ACTION ITEM -
Please copy the leading lines of the entries below exactly, concluding with the line in which "position:absolute; translate:-50% -50px;" occurs.

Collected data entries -

**********

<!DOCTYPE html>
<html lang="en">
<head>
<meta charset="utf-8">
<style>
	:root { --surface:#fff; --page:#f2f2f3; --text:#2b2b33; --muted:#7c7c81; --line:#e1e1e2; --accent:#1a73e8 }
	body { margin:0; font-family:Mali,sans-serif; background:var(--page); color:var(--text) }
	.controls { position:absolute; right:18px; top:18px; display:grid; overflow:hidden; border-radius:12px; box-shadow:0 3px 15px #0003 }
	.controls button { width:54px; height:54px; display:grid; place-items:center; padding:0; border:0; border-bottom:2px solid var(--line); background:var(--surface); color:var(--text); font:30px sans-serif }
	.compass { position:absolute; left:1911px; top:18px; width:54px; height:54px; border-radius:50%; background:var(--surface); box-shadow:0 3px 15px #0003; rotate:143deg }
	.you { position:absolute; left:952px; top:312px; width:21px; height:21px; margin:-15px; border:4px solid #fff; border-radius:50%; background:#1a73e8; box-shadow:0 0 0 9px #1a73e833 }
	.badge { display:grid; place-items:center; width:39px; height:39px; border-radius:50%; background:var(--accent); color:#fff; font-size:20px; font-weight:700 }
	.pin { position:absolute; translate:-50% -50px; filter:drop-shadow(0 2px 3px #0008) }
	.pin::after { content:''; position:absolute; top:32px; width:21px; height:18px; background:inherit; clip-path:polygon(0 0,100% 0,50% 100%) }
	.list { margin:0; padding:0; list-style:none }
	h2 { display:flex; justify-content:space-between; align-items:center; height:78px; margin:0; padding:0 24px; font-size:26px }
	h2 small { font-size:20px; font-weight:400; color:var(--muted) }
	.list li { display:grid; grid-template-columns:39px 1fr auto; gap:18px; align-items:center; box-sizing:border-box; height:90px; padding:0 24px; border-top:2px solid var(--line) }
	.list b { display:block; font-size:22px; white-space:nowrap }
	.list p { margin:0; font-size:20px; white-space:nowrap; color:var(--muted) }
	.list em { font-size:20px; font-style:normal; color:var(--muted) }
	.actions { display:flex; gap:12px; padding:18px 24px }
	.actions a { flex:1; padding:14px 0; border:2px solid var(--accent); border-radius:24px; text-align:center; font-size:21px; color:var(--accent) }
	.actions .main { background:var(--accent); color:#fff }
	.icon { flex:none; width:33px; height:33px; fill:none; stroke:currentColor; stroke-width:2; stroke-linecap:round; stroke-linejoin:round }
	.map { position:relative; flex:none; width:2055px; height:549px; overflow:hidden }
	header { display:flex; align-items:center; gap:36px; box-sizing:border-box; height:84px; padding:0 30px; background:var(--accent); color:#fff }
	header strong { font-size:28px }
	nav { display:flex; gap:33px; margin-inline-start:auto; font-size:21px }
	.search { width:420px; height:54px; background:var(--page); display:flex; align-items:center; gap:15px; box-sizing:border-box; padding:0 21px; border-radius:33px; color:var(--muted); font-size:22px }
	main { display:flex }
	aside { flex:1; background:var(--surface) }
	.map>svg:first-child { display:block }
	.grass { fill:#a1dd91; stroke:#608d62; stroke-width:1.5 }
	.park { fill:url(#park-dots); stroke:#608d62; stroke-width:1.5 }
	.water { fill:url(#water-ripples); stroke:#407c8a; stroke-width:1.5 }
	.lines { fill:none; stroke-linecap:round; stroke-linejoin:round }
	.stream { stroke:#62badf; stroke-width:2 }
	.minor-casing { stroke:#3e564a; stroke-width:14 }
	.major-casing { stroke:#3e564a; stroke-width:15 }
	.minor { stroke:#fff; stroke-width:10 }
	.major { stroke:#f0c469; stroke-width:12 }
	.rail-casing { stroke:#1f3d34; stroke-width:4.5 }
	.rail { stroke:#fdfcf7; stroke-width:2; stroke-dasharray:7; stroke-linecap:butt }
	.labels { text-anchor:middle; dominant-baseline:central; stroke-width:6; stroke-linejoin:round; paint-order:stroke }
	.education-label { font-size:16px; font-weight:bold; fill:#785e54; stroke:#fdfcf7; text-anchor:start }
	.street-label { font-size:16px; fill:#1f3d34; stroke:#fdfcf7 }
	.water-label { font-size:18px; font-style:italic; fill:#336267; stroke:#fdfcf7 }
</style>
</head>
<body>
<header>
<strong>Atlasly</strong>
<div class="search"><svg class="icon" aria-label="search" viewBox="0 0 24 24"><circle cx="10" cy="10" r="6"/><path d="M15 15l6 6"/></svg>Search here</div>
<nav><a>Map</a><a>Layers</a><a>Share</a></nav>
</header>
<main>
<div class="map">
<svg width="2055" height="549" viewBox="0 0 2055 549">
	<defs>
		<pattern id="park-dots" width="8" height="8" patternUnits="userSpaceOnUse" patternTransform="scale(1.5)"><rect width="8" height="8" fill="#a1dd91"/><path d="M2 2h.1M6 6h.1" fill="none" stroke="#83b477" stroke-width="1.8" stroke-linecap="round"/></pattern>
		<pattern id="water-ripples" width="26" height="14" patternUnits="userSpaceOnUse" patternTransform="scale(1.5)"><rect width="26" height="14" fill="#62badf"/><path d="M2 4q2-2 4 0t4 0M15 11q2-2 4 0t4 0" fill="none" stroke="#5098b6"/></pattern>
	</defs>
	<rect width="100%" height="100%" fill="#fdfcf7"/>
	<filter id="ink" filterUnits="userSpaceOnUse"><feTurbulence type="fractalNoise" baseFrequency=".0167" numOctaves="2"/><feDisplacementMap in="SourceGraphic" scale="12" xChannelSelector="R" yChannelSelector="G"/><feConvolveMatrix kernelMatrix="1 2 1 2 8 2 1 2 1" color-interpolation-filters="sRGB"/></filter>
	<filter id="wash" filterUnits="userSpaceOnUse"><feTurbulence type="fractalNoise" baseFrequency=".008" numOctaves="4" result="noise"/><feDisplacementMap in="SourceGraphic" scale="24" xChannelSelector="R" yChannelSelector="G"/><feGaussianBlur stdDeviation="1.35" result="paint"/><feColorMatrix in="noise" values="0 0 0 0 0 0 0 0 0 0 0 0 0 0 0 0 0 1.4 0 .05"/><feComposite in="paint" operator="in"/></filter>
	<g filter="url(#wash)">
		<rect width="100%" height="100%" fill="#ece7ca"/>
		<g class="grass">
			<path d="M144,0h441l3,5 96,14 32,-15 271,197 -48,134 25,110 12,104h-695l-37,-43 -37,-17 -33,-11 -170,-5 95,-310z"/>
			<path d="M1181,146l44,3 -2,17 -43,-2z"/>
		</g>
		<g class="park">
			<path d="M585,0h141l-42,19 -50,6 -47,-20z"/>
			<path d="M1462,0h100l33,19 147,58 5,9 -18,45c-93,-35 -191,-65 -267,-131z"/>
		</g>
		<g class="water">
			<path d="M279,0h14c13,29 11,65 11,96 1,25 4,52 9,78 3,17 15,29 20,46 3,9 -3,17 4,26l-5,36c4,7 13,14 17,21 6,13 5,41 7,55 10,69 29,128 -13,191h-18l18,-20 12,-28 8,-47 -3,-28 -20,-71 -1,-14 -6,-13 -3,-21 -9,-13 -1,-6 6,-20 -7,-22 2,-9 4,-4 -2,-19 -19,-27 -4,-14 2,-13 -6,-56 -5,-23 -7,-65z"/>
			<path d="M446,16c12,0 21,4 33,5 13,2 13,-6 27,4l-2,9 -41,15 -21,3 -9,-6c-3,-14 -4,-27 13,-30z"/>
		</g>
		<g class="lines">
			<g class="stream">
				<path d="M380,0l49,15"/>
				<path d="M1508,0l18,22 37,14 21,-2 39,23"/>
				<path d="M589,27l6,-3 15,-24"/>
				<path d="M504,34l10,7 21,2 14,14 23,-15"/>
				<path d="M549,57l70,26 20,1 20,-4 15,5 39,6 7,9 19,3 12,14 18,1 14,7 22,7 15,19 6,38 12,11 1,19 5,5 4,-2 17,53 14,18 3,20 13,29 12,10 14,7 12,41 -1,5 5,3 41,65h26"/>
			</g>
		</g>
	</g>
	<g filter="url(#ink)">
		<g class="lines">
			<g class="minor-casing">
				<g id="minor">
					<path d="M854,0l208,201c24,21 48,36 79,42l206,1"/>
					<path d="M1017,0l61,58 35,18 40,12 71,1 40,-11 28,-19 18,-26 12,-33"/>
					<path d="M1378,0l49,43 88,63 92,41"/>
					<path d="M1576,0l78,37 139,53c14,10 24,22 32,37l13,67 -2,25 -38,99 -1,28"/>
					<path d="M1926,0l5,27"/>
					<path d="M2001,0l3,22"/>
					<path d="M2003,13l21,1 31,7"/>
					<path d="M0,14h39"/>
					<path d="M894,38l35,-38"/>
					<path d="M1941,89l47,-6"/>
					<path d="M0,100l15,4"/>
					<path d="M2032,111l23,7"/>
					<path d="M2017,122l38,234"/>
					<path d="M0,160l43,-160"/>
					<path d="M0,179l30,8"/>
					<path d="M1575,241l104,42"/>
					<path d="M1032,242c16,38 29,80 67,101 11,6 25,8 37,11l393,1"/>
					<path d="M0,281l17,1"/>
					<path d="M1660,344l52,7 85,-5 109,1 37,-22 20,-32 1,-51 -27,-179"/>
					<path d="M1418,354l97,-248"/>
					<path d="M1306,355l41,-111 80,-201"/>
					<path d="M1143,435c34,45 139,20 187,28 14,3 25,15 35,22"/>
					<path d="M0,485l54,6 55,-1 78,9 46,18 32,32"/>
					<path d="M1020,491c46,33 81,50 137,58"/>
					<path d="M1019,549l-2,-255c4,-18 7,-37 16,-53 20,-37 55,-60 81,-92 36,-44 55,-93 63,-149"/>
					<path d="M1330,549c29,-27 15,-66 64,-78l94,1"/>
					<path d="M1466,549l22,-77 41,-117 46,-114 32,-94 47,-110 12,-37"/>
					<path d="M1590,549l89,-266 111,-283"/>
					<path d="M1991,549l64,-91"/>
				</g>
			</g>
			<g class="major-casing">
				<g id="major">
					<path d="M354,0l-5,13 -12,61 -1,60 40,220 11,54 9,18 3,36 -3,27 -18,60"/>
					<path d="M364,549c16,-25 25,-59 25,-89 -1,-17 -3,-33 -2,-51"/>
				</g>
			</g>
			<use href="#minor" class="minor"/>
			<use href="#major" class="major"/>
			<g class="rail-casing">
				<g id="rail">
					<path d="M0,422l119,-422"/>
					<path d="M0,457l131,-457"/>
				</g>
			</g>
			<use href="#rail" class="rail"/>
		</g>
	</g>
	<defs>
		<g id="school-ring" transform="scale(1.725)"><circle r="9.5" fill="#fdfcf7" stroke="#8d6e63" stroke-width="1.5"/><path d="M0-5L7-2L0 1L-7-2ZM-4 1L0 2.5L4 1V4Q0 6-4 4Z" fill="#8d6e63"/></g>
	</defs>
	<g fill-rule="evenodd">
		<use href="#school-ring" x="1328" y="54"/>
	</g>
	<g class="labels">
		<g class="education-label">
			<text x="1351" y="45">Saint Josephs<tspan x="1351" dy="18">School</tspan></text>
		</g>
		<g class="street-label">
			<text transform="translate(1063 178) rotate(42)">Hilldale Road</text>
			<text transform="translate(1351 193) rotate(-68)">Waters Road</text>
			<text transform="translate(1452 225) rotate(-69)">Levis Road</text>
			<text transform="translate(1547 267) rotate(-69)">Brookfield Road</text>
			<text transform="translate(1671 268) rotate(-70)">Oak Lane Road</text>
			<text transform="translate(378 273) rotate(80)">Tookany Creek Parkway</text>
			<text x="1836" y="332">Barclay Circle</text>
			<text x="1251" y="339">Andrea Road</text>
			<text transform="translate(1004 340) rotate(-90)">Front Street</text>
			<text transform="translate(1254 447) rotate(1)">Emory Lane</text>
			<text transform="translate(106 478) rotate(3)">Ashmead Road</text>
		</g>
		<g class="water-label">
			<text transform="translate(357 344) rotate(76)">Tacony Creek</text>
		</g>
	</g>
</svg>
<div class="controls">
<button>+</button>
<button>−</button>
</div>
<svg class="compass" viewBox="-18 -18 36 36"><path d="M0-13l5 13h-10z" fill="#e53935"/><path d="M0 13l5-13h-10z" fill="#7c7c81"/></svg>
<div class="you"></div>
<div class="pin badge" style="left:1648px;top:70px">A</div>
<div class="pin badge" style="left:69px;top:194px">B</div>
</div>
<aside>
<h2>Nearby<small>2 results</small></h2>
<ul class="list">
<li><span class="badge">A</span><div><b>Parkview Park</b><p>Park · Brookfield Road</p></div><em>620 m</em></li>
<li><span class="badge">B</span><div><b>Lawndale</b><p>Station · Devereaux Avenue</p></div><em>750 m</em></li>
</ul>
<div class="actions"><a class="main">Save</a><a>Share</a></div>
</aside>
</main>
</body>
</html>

**********

WRITTEN SOLUTION -
<!DOCTYPE html>
<html lang="en">
<head>
<meta charset="utf-8">
<style>
	:root { --surface:#fff; --page:#f2f2f3; --text:#2b2b33; --muted:#7c7c81; --line:#e1e1e2; --accent:#1a73e8 }
	body { margin:0; font-family:Mali,sans-serif; background:var(--page); color:var(--text) }
	.controls { position:absolute; right:18px; top:18px; display:grid; overflow:hidden; border-radius:12px; box-shadow:0 3px 15px #0003 }
	.controls button { width:54px; height:54px; display:grid; place-items:center; padding:0; border:0; border-bottom:2px solid var(--line); background:var(--surface); color:var(--text); font:30px sans-serif }
	.compass { position:absolute; left:1911px; top:18px; width:54px; height:54px; border-radius:50%; background:var(--surface); box-shadow:0 3px 15px #0003; rotate:143deg }
	.you { position:absolute; left:952px; top:312px; width:21px; height:21px; margin:-15px; border:4px solid #fff; border-radius:50%; background:#1a73e8; box-shadow:0 0 0 9px #1a73e833 }
	.badge { display:grid; place-items:center; width:39px; height:39px; border-radius:50%; background:var(--accent); color:#fff; font-size:20px; font-weight:700 }
	.pin { position:absolute; translate:-50% -50px; filter:drop-shadow(0 2px 3px #0008) }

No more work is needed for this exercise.